Ada tiga hal penting (Black and William) yang harus diperhatikan dalam menunjang agar proses umpan balik dapat berlangsung efektif, yaitu :
(1) Recognition of the desired goal.
Umpan balik diberikan sebagai respons atas kinerja siswa. Kinerja siswa adalah kesanggupan siswa untuk dapat menunjukkan penguasaannya atas berbagai tujuan pembelajarannya. Guru harus dapat merumuskan tujuan pembelajaran yang hendak dicapai secara jelas dan dapat mengkomunikasikannya pada awal pembelajaran, baik tentang wilayah materi, indikator kurikuler maupun penguasaan tujuan.

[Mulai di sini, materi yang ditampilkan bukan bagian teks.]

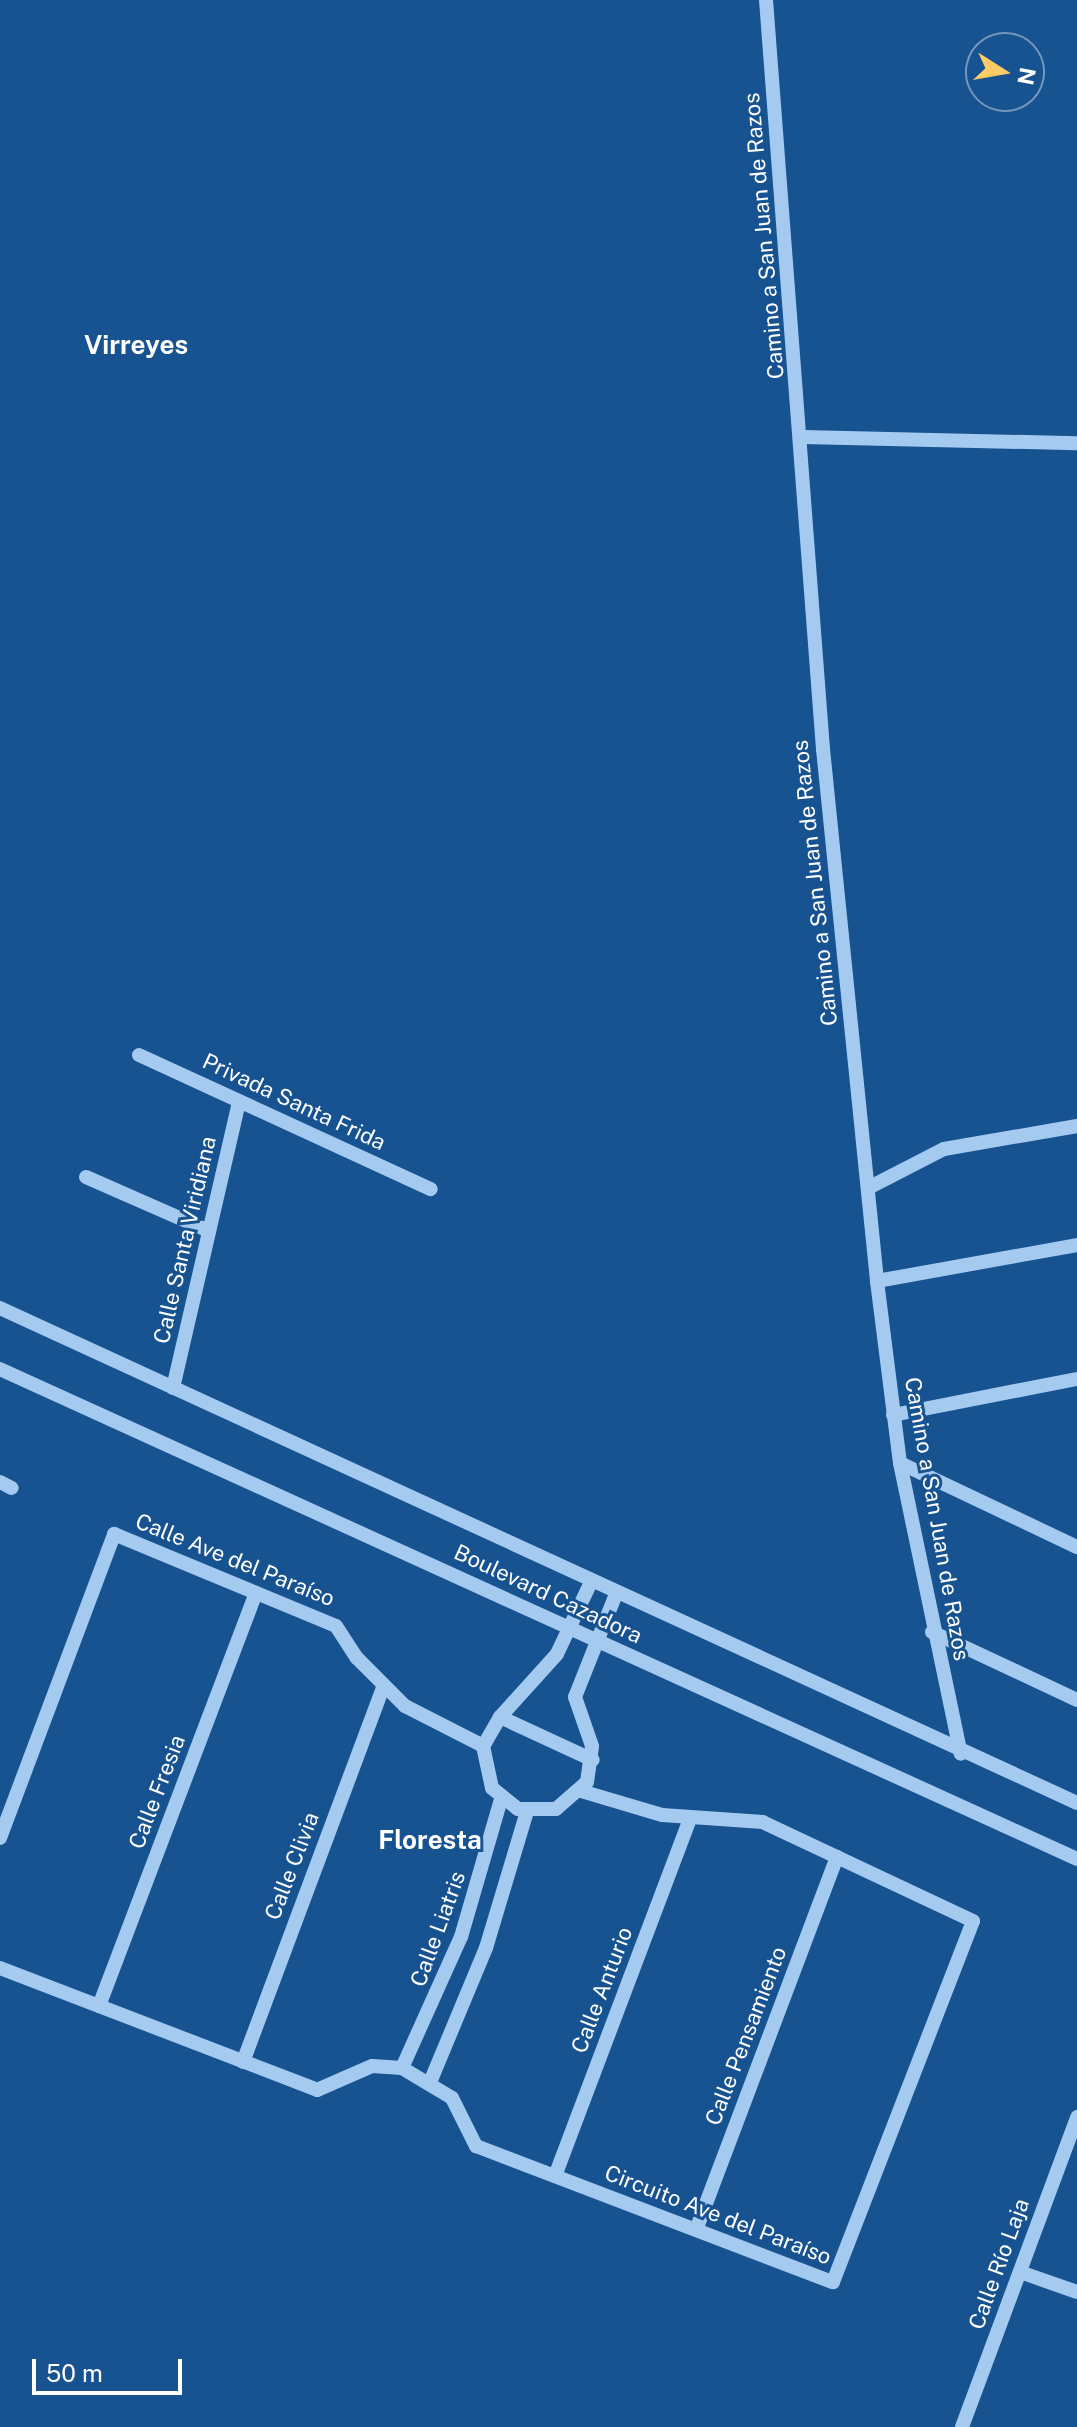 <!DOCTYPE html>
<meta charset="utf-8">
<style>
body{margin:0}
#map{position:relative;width:1077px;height:2427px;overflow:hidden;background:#175291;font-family:"Public Sans",sans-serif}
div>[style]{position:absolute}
.minor>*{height:14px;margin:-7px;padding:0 7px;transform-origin:7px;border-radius:7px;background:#a5caf0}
span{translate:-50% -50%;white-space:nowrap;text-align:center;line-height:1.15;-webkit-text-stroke:6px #175291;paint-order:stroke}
.street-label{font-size:22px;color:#fff}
.quarter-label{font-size:26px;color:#fff;font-weight:700}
.north{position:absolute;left:965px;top:32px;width:80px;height:80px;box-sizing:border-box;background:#175291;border:2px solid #7497bd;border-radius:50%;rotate:101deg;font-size:22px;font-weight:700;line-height:32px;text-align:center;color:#fff}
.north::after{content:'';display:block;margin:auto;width:28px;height:36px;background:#ffcb64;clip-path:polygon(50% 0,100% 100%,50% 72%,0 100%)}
.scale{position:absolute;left:32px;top:2359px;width:150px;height:36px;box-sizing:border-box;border:4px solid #fff;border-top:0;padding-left:10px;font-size:24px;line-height:28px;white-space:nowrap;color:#fff;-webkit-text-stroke:6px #175291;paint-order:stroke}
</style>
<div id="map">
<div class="minor">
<div style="left:766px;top:0;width:751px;rotate:85.65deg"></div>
<div style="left:823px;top:749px;width:535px;rotate:84.2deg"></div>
<div style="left:877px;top:1281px;width:183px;rotate:82.8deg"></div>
<div style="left:900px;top:1463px;width:297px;rotate:78.2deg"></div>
<div style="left:803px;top:437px;width:274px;rotate:1.3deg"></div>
<div style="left:139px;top:1055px;width:321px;rotate:24.7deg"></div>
<div style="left:86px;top:1177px;width:134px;rotate:23.7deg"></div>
<div style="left:870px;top:1187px;width:83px;rotate:-27.2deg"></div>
<div style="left:944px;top:1149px;width:135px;rotate:-9.8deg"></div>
<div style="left:877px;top:1281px;width:203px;rotate:-10.2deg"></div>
<div style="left:0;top:1308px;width:1185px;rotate:24.68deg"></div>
<div style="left:0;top:1369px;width:1183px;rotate:24.46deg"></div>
<div style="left:173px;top:1388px;width:294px;rotate:-77deg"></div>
<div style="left:893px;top:1415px;width:187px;rotate:-11.1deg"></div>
<div style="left:900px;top:1463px;width:196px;rotate:25.4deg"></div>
<div style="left:0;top:1482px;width:13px;rotate:27deg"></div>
<div style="left:591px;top:1582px;width:80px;rotate:115.3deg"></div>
<div style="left:557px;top:1654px;width:85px;rotate:132.1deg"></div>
<div style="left:500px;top:1717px;width:34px;rotate:120deg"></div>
<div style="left:483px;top:1746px;width:43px;rotate:77.9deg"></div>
<div style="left:492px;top:1788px;width:33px;rotate:39deg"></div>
<div style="left:518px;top:1809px;width:38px"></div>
<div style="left:556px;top:1809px;width:41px;rotate:-41.1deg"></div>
<div style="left:587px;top:1782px;width:36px;rotate:-82deg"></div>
<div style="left:592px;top:1746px;width:52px;rotate:-109.1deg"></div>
<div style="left:575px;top:1697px;width:111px;rotate:-68.3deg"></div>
<div style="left:932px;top:1632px;width:160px;rotate:25.1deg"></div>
<div style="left:500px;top:1717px;width:102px;rotate:24.8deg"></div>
<div style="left:0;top:1838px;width:325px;rotate:-69.4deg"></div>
<div style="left:114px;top:1534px;width:240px;rotate:22.5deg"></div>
<div style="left:336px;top:1626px;width:38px;rotate:57deg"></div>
<div style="left:357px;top:1658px;width:68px;rotate:45deg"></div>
<div style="left:405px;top:1706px;width:88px;rotate:27.1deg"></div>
<div style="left:0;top:1968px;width:340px;rotate:21deg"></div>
<div style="left:317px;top:2090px;width:60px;rotate:-23.6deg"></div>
<div style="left:372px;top:2066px;width:30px;rotate:4deg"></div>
<div style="left:402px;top:2068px;width:58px;rotate:31deg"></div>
<div style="left:452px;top:2098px;width:54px;rotate:63.4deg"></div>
<div style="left:476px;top:2146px;width:382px;rotate:20.9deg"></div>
<div style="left:833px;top:2282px;width:387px;rotate:-68.8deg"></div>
<div style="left:973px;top:1921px;width:232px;rotate:-154.8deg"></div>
<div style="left:763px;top:1822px;width:101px;rotate:-176deg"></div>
<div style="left:662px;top:1815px;width:84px;rotate:-163.5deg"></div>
<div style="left:99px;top:2006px;width:442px;rotate:-69.2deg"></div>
<div style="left:243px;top:2062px;width:400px;rotate:-69.5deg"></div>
<div style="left:402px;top:2068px;width:144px;rotate:-65.8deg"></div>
<div style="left:461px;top:1937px;width:144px;rotate:-73.8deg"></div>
<div style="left:431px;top:2080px;width:143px;rotate:-67.4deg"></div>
<div style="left:486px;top:1948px;width:143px;rotate:-73.3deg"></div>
<div style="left:555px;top:2176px;width:382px;rotate:-69.3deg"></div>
<div style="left:696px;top:2230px;width:399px;rotate:-69.3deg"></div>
<div style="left:1020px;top:2272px;width:60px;rotate:19.3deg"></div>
<div style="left:962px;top:2427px;width:331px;rotate:-69.6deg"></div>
</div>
<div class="street-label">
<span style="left:764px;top:236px;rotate:-95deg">Camino a San Juan de Razos</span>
<span style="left:815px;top:883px;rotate:-96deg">Camino a San Juan de Razos</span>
<span style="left:294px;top:1102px;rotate:25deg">Privada Santa Frida</span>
<span style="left:185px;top:1240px;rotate:-77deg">Calle Santa Viridiana</span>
<span style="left:937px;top:1519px;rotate:80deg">Camino a San Juan de Razos</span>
<span style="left:235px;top:1560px;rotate:22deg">Calle Ave del Paraíso</span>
<span style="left:548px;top:1594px;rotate:25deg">Boulevard Cazadora</span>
<span style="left:157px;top:1792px;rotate:-69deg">Calle Fresia</span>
<span style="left:292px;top:1866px;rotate:-69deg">Calle Clivia</span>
<span style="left:438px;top:1929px;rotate:-70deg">Calle Liatris</span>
<span style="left:602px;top:1990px;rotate:-69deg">Calle Anturio</span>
<span style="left:746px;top:2036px;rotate:-69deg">Calle Pensamiento</span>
<span style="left:718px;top:2215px;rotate:21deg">Circuito Ave del Paraíso</span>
<span style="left:999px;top:2264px;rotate:-70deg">Calle Río Laja</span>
</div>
<div class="quarter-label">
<span style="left:136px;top:345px">Virreyes</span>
<span style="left:430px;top:1840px">Floresta</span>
</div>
<div class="north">N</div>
<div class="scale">50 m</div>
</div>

Salah satu metode yang cukup efektif untuk memastikan bahwa siswa memahami tujuan pembelajarannya yaitu dengan cara melibatkan mereka dalam menetapkan “kriteria keberhasilan” yang bisa dilihat atau didengar. Misalnya, guru dapat memperlihatkan beberapa contoh produk sebagai tujuan pembelajaran yang patut ditiru oleh para siswa, menunjukkan kalimat-kalimat yang benar dengan ditulis menggunakan huruf kapital, kesimpulan yang diambil dari data, penyajian tabel atau grafik dan sejenisnya.
Apabila para siswa telah dapat memahami tentang kriteria keberhasilan pembelajarannya, mereka akan terbantu untuk mengarahkan belajarnya dan mereka akan lebih mampu untuk melaksanakan proses pembelajarannnya
Selain memberikan pemahaman yang jelas tentang tujuan pembelajaran, guru juga perlu memberikan kesempatan kepada siswa untuk memahami indikator dari tingkat penguasaan tujuan pembelajarannya, baik secara lisan, tertulis maupun dalam bentuk lainnya.
(2) Evidence about present position
Istilah ”bukti” di sini menunjuk kepada informasi atau fakta tentang kinerja yang berkaitan dengan tujuan pembelajaran, khusunya tentang sejauhmana tujuan pembelajaran telah tercapai dan sejauhmana tujuan pembelajaran itu belum tercapai.
Grant Wiggin mengemukakan bahwa umpan balik bukanlah tentang pemberian pujian atau celaan, persetujuan atau ketidaksetujuan, tetapi sebagai usaha untuk memberikan nilai atau makna. Umpan balik pada dasarnya bersifat netral yang menggambarkan apa yang telah dilakukan dan tidak dilakukan siswa. Selain itu, bahwa umpan balik juga harus bersifat obyektif, deskriptif dan disampaikan pada waktu yang tepat yakni pada saat tujuan pembelajaran masih segar dalam benak siswa.
Salah satu cara pemberian umpan balik yang cukup bermakna yaitu dengan membandingkan produk siswa dengan kriteria keberhasilan telah telah dikomunikasikan sebelumnya. Contoh sederhana pemberian umpan balik yaitu dengan membuat sebuah format tentang “Daftar Kriteria Keberhasilan”. Dalam daftar tersebut, guru dapat memberikan tanda + (plus) untuk menunjukkan tentang kriteria yang telah berhasil dipenuhi siswa dan memberikan catatan tertentu untuk yang belum dipenuhinya.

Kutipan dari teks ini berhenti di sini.